Theory of relativity - proton entering a medium

[Saitama]

Start with
$\sqrt{c^2p^2+m_0^2c^4} - \sqrt{c^2p_1^2+m_0^2c^4} = c_m(p - p_1)$

and divide through by $m_0c^2$. You will find that the equation simplifies to

$\sqrt{[p/(m_0c)]^2+1} - \sqrt{[p_1/(m_0c)]^2+1} = (c_m/c)[(p/(m_0c) - p_1/(m_0c)]$

So, if you measure p in units of $m_0c$ and measure $c_m$ in units of $c$, you get

$\sqrt{p^2+1} - \sqrt{p_1^2+1} = c_m(p - p_1)$

Going back to the original equation and letting $E(p) = \sqrt{c^2p^2+m_0^2c^4}$, you have $E(p) - E(p_1) = c_m(p-p_1)$. Or,
$$\frac{E(p) - E(p_1)}{p-p_1} = c_m$$
The left-hand side is the slope of the line that connects two points on the $E(p)$ vs $p$ graph corresponding to initial and final momenta ($p$ and $p_1$) of the proton.

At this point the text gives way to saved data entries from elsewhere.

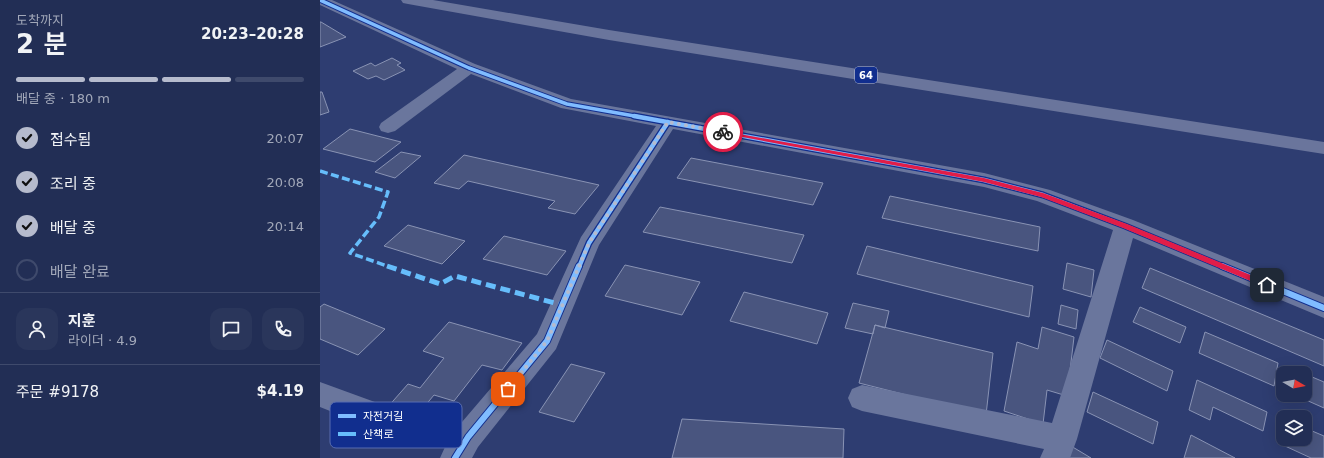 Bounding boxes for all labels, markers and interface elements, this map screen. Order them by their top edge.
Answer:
text: 도착까지 [16,13,64,28]
text: 20:23–20:28 [201,25,304,43]
text: 2 분 [16,29,67,59]
road number: 64 [855,67,877,83]
text: 배달 중 · 180 m [16,91,110,106]
courier [703,112,743,152]
icon: bike [712,121,734,143]
icon: check [16,127,38,149]
text: 접수됨 [50,131,91,149]
text: 20:07 [267,131,304,146]
icon: check [16,171,38,193]
text: 조리 중 [50,175,96,193]
text: 20:08 [267,175,304,190]
icon: check [16,215,38,237]
text: 배달 중 [50,219,96,237]
text: 20:14 [267,219,304,234]
text: 배달 완료 [50,263,110,281]
pin [1250,268,1284,302]
icon: home [1256,274,1278,296]
button: person [16,308,58,350]
button: chat [210,308,252,350]
button: phone [262,308,304,350]
text: 지훈 [68,312,96,330]
text: 라이더 · 4.9 [68,333,137,348]
north arrow [1276,366,1312,402]
map controls [1276,366,1312,446]
pin [491,372,525,406]
icon: bag [497,378,519,400]
text: $4.19 [257,382,304,400]
text: 주문 #9178 [16,383,99,401]
legend [330,402,462,448]
text: 자전거길 [363,410,403,423]
button: layers [1276,410,1312,446]
text: 산책로 [363,428,393,441] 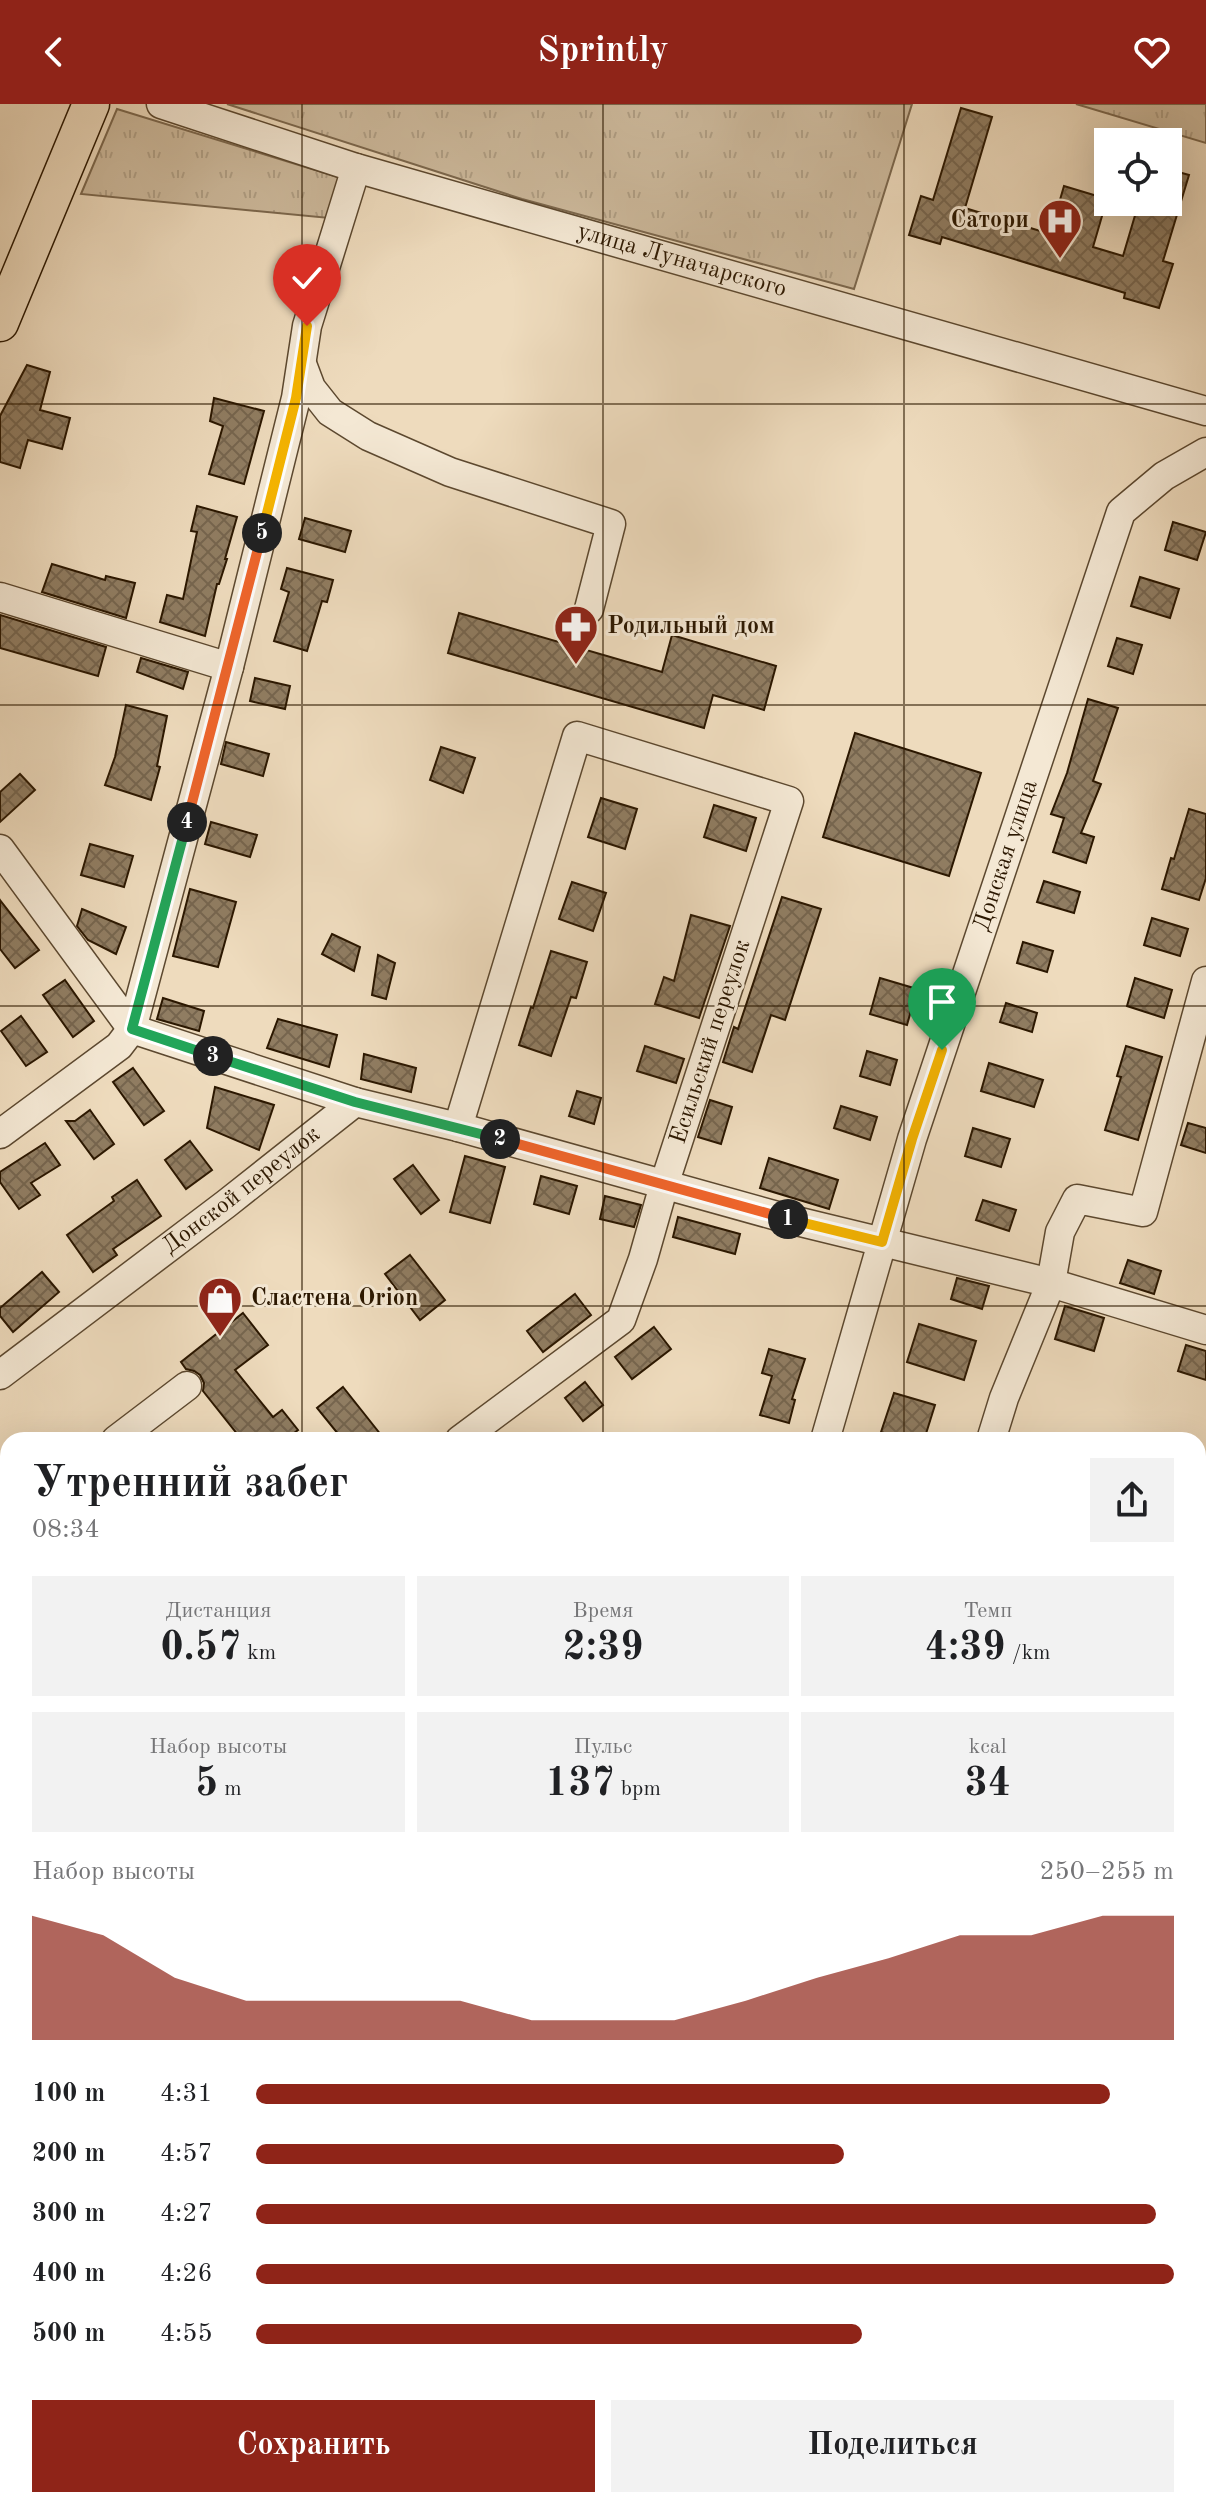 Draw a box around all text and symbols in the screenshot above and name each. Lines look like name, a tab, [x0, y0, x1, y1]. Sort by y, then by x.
icon: back	[32, 30, 76, 74]
icon: heart	[1130, 30, 1174, 74]
text: Sprintly	[537, 34, 669, 70]
map controls	[1094, 128, 1182, 216]
button: locate	[1094, 128, 1182, 216]
hospital icon: Сатори	[1036, 197, 1084, 260]
place label: Сатори	[950, 209, 1029, 233]
street label: улица Луначарского	[574, 220, 789, 302]
pin	[273, 244, 341, 326]
icon: check	[285, 256, 329, 300]
pin: 5	[242, 513, 282, 553]
text: 5	[256, 522, 268, 544]
pharmacy icon: Родильный дом	[552, 603, 600, 666]
place label: Родильный дом	[607, 615, 775, 639]
street label: Донская улица	[970, 777, 1043, 934]
pin: 4	[167, 802, 207, 842]
text: 4	[181, 811, 193, 833]
street label: Есильский переулок	[667, 937, 755, 1147]
pin	[908, 968, 976, 1050]
icon: arrive	[920, 980, 964, 1024]
pin: 3	[193, 1036, 233, 1076]
text: 3	[207, 1045, 219, 1067]
pin: 2	[480, 1119, 520, 1159]
street label: Донской переулок	[159, 1122, 325, 1259]
text: 2	[494, 1128, 506, 1150]
pin: 1	[768, 1199, 808, 1239]
text: 1	[782, 1208, 794, 1230]
shop icon: Сластена Orion	[196, 1275, 244, 1338]
place label: Сластена Orion	[251, 1287, 418, 1311]
button: share	[1090, 1458, 1174, 1542]
text: Утренний забег	[32, 1462, 348, 1506]
text: 08:34	[32, 1517, 100, 1543]
text: Дистанция	[165, 1600, 272, 1622]
text: Время	[573, 1600, 633, 1622]
text: Темп	[963, 1600, 1012, 1622]
text: 0.57	[160, 1629, 241, 1669]
text: 2:39	[563, 1629, 643, 1669]
text: 4:39	[925, 1629, 1006, 1669]
text: km	[241, 1642, 276, 1664]
text: /km	[1006, 1642, 1051, 1664]
text: Набор высоты	[149, 1736, 287, 1758]
text: Пульс	[574, 1736, 632, 1758]
text: kcal	[969, 1736, 1007, 1758]
text: 5	[195, 1765, 218, 1805]
text: 137	[545, 1765, 615, 1805]
text: 34	[964, 1765, 1011, 1805]
text: m	[218, 1778, 242, 1800]
text: bpm	[615, 1778, 661, 1800]
text: Набор высоты	[32, 1859, 195, 1885]
text: 250–255 m	[1039, 1859, 1174, 1885]
text: 100 m	[32, 2081, 105, 2107]
text: 4:31	[160, 2081, 213, 2107]
text: 200 m	[32, 2141, 105, 2167]
text: 4:57	[160, 2141, 213, 2167]
text: 300 m	[32, 2201, 105, 2227]
text: 4:27	[160, 2201, 213, 2227]
text: 400 m	[32, 2261, 105, 2287]
text: 4:26	[160, 2261, 213, 2287]
text: 500 m	[32, 2321, 105, 2347]
text: 4:55	[160, 2321, 213, 2347]
button: Сохранить	[32, 2400, 595, 2492]
button: Поделиться	[611, 2400, 1174, 2492]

So the above equation says that the slope of the line must be equal to $c_m$ if energy and momentum are to be conserved. Thus if you draw any straight line of slope $c_m$ such that it passes through two points of the graph of $E(p)$, the two points will correspond to possible initial and final momenta of the proton such that energy and momentum will be conserved in photon emission. If you draw the line of slope $c_m$ such that it is tangent to the graph of $E(p)$, then you will have the case where the initial and final momenta of the proton are equal and the emitted photon would have zero energy. The slope of the tangent line is the derivative $E\:'(p)$. But $E\:'(p)$ can easily be shown to equal the speed of the proton. So, the minimum speed of the proton for photon emission is $c_m$.

Great explanation. Thanks a lot TSny!